(YOUR TASK)
Among the entries below, find every line that contains the string "lane", then copy it.

═════ RECORDS TO USE

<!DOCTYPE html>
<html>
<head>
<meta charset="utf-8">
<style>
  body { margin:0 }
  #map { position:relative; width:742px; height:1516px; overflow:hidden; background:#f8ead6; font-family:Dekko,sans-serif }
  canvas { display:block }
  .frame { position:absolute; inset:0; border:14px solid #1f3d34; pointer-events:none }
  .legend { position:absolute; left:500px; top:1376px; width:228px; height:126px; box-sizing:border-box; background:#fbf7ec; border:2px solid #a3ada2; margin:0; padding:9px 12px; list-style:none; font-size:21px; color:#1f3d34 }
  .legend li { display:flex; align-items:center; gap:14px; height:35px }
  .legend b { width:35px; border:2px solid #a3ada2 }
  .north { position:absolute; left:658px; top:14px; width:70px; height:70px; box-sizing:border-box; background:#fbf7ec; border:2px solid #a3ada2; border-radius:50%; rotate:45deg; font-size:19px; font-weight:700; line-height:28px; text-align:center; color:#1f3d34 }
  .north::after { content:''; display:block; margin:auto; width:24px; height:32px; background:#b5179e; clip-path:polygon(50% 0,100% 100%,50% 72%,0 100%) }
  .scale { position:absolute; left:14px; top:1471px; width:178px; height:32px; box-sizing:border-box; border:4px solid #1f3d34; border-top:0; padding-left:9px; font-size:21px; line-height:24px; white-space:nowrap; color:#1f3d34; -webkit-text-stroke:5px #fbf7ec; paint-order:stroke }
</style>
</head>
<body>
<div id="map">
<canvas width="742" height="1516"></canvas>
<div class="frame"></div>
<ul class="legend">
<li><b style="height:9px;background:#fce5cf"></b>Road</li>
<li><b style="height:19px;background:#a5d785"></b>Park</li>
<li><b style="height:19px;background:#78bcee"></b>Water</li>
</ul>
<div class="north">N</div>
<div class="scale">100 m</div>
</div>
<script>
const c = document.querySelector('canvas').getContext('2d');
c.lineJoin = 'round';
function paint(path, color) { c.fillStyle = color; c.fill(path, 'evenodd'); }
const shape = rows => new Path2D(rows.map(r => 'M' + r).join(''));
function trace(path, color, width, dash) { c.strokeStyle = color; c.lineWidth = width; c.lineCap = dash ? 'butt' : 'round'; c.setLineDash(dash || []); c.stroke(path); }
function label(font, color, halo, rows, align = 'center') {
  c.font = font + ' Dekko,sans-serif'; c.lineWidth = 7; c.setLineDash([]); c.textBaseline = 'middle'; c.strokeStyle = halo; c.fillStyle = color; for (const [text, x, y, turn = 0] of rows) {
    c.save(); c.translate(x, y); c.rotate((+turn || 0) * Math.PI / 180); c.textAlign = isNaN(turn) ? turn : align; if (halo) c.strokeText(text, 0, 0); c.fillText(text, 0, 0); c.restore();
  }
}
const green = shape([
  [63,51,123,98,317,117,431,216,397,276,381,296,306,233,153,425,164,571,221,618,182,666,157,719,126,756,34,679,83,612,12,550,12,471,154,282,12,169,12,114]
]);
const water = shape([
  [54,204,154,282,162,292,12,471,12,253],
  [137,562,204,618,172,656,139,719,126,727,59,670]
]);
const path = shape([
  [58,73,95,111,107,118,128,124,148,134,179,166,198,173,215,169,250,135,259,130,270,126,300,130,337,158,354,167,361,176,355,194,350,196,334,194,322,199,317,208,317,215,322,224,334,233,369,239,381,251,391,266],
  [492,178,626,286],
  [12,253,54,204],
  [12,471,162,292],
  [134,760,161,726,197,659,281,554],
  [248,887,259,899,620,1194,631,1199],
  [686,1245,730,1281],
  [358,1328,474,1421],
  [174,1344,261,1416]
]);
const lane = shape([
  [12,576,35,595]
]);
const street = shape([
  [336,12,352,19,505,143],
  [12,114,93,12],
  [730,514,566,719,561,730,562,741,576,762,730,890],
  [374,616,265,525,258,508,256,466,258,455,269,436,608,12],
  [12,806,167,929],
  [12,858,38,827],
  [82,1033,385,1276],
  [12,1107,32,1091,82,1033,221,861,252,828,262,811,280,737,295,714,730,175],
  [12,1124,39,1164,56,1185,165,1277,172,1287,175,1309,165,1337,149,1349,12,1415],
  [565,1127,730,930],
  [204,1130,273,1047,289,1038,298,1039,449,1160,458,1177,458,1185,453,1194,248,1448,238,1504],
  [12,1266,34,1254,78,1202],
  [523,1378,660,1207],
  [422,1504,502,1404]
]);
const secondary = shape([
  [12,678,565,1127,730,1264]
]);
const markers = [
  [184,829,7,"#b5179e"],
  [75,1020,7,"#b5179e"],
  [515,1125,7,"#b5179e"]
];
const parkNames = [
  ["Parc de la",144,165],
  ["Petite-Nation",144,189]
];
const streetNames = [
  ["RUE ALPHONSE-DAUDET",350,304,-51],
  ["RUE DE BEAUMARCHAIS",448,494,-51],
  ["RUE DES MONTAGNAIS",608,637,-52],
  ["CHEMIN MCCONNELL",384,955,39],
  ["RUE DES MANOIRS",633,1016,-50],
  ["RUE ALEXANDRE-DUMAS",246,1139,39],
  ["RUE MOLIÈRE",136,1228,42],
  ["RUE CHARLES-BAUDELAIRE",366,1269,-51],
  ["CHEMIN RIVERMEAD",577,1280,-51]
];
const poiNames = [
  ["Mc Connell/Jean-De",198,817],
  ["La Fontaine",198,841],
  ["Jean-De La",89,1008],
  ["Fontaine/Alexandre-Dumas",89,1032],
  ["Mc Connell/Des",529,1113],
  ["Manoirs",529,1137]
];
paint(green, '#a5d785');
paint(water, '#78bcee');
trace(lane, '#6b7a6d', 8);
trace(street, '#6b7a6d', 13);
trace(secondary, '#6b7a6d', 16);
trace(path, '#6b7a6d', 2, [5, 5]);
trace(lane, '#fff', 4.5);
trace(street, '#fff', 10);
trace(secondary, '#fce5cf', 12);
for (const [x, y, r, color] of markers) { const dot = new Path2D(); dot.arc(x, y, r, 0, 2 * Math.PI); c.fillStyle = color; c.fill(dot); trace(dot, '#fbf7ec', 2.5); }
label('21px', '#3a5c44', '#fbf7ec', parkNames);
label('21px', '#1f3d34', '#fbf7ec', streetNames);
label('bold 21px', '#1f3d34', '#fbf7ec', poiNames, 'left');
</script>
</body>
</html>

══════════

(OUTPUT OF THE TASK)
const lane = shape([
trace(lane, '#6b7a6d', 8);
trace(lane, '#fff', 4.5);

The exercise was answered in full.